Description of the task |
Once you have checked each line below for the word "function", give the number of lines that have it and nothing further.

[Dataset entries]
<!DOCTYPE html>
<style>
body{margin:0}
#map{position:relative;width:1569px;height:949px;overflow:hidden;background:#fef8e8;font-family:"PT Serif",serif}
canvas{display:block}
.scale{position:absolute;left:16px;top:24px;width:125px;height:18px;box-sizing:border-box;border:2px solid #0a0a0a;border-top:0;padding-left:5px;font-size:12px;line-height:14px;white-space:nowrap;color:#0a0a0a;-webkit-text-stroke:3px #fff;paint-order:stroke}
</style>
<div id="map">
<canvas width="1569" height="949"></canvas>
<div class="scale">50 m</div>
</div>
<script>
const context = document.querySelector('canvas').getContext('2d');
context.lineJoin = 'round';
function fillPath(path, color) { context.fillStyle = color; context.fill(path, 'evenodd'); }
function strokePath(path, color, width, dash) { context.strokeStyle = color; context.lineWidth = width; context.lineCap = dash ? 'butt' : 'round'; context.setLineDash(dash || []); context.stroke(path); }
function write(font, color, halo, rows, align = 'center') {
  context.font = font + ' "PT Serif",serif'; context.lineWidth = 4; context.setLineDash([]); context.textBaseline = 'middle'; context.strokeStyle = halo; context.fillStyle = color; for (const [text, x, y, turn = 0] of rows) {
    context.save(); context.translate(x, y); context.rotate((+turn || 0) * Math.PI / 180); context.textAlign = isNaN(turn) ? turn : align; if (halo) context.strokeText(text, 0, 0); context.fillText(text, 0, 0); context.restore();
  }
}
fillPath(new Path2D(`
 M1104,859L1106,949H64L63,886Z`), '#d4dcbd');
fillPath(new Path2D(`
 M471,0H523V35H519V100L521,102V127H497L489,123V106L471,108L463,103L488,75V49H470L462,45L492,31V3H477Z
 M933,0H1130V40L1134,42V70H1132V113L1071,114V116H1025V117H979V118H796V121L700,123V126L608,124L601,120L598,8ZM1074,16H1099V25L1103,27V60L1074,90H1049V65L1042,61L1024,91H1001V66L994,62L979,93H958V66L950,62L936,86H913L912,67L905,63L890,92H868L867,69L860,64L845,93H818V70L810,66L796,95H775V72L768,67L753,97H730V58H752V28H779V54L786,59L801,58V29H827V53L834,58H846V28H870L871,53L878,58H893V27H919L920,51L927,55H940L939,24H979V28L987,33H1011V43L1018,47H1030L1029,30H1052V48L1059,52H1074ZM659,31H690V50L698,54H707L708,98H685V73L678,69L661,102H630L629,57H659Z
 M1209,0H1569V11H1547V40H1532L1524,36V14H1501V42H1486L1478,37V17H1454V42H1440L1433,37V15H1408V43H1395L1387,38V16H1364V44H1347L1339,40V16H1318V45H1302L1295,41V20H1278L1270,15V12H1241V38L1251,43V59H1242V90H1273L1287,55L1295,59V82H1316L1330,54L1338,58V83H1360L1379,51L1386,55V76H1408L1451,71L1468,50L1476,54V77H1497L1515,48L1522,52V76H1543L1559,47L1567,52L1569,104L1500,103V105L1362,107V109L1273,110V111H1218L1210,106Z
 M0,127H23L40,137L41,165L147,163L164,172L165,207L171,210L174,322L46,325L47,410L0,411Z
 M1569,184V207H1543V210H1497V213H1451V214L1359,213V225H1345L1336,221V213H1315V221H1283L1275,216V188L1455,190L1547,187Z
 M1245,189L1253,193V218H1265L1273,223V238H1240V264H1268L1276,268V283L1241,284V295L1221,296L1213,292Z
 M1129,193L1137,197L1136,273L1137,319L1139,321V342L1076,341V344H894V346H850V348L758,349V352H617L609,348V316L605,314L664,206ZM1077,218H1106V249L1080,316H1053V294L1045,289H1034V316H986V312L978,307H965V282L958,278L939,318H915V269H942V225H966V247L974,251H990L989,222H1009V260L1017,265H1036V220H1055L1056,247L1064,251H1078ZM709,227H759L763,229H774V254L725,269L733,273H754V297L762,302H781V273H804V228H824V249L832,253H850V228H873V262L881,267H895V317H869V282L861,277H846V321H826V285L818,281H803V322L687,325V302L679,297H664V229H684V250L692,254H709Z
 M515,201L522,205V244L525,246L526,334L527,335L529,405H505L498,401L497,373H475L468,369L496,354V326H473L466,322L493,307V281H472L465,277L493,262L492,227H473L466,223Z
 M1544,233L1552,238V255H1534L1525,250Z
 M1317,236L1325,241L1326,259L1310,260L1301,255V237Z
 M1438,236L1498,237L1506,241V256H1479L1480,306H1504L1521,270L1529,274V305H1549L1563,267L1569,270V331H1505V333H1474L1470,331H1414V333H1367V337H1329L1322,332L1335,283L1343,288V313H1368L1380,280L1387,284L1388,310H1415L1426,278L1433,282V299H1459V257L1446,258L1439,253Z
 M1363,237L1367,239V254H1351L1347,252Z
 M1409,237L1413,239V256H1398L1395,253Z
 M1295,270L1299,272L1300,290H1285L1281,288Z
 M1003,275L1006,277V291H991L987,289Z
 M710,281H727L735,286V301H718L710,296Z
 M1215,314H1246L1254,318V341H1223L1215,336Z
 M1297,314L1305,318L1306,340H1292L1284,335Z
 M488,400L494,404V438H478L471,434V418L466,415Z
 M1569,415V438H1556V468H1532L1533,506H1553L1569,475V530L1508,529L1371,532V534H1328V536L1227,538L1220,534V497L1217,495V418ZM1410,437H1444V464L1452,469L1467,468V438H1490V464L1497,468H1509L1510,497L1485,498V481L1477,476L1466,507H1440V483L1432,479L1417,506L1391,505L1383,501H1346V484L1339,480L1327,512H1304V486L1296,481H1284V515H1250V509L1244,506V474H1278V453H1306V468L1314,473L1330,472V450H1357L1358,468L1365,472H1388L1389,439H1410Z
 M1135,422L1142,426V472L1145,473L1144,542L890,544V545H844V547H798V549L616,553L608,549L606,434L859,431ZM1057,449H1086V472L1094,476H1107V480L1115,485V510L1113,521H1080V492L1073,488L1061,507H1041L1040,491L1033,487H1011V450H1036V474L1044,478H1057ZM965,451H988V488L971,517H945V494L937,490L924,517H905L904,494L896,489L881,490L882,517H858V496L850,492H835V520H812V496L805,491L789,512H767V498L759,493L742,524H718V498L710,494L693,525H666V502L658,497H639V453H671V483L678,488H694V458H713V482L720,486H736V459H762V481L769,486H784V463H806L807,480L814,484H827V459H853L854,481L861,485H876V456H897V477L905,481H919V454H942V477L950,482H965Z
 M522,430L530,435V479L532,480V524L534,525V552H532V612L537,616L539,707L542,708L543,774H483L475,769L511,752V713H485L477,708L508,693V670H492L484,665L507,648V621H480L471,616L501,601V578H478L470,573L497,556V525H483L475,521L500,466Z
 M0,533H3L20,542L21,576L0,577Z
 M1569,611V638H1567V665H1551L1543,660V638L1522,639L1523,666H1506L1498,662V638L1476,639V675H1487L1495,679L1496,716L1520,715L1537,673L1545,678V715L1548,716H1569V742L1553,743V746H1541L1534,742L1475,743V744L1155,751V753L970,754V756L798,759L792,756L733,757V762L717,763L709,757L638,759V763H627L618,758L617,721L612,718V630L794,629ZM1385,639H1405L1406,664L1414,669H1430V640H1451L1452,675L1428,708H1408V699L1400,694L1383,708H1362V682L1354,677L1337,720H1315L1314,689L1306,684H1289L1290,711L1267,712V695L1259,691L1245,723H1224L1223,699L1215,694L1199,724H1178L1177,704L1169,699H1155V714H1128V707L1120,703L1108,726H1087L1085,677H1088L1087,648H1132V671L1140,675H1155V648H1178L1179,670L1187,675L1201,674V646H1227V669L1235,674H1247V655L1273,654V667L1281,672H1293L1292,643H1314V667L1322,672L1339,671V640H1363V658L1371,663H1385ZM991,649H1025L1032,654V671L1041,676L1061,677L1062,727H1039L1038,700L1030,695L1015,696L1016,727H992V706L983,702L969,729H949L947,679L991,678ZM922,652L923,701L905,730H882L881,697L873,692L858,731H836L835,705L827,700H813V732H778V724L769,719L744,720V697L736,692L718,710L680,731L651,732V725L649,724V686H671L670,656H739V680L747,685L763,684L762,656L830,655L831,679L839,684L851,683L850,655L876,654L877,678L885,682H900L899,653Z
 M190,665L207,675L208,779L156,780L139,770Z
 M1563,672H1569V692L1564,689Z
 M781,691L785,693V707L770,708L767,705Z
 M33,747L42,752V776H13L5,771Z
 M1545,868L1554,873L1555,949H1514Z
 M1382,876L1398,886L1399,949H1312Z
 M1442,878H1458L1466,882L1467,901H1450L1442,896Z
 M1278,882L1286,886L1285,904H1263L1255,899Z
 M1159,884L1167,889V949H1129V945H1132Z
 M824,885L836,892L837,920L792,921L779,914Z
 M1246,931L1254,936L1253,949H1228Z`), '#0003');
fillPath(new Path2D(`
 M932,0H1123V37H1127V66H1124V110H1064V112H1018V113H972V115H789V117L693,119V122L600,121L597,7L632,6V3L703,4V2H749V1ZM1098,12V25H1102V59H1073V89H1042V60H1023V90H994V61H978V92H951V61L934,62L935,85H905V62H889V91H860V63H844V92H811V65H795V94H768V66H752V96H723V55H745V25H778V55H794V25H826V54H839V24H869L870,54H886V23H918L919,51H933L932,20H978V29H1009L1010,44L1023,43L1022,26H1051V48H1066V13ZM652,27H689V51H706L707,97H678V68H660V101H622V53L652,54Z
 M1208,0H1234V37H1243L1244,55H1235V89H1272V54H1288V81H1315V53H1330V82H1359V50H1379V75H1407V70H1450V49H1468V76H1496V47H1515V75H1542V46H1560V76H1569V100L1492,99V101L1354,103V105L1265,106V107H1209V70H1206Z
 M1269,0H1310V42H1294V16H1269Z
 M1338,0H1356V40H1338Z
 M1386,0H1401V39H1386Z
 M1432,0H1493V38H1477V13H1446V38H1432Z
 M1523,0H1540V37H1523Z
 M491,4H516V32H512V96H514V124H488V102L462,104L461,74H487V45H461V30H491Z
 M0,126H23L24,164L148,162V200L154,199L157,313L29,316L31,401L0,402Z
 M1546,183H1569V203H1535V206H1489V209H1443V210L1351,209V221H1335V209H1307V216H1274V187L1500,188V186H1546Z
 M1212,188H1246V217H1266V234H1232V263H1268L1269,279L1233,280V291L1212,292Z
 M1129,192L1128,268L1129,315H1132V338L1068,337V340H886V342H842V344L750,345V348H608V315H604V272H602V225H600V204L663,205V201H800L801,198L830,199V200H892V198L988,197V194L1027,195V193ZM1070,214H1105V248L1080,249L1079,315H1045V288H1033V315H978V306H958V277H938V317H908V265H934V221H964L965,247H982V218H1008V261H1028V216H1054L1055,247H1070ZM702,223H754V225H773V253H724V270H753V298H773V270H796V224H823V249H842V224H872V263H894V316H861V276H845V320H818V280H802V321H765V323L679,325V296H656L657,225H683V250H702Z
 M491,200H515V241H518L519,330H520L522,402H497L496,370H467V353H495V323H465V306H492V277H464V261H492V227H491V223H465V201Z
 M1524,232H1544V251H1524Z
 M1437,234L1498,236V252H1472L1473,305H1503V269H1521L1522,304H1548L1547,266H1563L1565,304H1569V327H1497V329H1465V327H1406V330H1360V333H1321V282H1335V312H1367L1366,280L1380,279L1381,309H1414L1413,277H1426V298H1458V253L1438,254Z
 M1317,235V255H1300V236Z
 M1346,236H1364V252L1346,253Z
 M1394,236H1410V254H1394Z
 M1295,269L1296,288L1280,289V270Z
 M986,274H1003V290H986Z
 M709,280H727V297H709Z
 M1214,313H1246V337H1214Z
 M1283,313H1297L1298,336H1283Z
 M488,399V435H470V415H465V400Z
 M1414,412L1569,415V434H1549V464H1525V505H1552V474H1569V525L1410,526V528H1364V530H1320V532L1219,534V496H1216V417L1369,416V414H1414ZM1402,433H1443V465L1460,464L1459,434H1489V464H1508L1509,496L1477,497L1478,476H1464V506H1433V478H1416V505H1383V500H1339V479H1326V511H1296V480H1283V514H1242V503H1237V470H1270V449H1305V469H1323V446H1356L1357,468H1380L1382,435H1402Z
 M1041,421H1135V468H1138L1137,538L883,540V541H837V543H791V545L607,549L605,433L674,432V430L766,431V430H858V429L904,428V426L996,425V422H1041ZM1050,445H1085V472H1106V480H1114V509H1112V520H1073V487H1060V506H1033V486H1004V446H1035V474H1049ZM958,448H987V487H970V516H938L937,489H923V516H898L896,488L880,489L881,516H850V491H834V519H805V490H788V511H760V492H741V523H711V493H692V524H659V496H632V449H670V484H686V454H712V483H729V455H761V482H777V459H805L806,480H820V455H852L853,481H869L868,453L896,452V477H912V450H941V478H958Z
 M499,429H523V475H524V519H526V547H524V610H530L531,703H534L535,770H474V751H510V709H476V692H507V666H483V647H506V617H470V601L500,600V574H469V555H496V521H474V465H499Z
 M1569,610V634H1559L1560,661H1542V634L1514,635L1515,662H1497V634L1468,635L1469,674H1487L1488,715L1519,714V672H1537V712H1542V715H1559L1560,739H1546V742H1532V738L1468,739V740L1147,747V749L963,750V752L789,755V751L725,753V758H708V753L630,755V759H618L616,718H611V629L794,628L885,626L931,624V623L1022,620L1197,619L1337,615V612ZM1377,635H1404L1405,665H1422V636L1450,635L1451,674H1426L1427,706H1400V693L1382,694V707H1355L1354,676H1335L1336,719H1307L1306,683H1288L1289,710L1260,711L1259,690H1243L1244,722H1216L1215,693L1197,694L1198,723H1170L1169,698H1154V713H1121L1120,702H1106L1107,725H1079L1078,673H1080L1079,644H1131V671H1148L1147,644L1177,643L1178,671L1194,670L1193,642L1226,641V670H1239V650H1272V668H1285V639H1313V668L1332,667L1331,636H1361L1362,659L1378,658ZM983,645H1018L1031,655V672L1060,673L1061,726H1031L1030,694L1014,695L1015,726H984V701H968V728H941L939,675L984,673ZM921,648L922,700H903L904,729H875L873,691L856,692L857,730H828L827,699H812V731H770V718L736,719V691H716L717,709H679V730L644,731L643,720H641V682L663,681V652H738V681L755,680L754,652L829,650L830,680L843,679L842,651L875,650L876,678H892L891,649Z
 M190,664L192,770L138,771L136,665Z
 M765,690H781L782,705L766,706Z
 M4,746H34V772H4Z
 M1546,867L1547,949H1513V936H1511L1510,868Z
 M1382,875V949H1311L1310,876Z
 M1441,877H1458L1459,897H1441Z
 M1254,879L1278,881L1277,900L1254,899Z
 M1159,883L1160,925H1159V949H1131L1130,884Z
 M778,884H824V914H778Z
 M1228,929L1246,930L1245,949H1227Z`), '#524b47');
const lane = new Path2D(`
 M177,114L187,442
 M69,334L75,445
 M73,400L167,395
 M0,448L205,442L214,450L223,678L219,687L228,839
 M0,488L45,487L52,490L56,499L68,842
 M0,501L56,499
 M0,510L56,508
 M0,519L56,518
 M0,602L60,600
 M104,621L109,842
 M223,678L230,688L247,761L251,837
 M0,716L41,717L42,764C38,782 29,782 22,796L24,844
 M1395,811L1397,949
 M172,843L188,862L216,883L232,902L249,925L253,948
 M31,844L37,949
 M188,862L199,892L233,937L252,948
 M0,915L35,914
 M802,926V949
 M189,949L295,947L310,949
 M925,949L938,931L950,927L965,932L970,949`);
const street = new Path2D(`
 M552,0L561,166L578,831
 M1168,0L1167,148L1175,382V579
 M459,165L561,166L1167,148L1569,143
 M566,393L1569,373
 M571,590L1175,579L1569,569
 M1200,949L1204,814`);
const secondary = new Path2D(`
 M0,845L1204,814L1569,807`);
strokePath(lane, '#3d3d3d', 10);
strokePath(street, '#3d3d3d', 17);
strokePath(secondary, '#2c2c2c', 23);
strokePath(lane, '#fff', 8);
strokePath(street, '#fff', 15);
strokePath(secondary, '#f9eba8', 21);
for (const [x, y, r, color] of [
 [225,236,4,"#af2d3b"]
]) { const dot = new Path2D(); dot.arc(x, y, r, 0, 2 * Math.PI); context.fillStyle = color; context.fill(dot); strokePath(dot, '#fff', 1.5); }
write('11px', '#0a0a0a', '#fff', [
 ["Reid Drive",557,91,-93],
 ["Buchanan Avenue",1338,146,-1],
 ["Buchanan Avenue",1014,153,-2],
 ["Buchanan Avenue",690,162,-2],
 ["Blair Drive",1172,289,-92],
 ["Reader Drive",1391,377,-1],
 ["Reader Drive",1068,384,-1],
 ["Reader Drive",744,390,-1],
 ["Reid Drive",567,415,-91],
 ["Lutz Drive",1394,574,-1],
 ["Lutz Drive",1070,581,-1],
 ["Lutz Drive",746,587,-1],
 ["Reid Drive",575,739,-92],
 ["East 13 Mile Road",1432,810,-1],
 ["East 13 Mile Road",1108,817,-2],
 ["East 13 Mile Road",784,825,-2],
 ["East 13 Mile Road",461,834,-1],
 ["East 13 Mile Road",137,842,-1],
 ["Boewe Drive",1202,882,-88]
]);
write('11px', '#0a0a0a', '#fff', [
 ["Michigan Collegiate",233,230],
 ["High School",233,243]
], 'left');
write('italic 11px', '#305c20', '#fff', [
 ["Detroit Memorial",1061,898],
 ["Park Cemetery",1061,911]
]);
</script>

Completed exercise |
3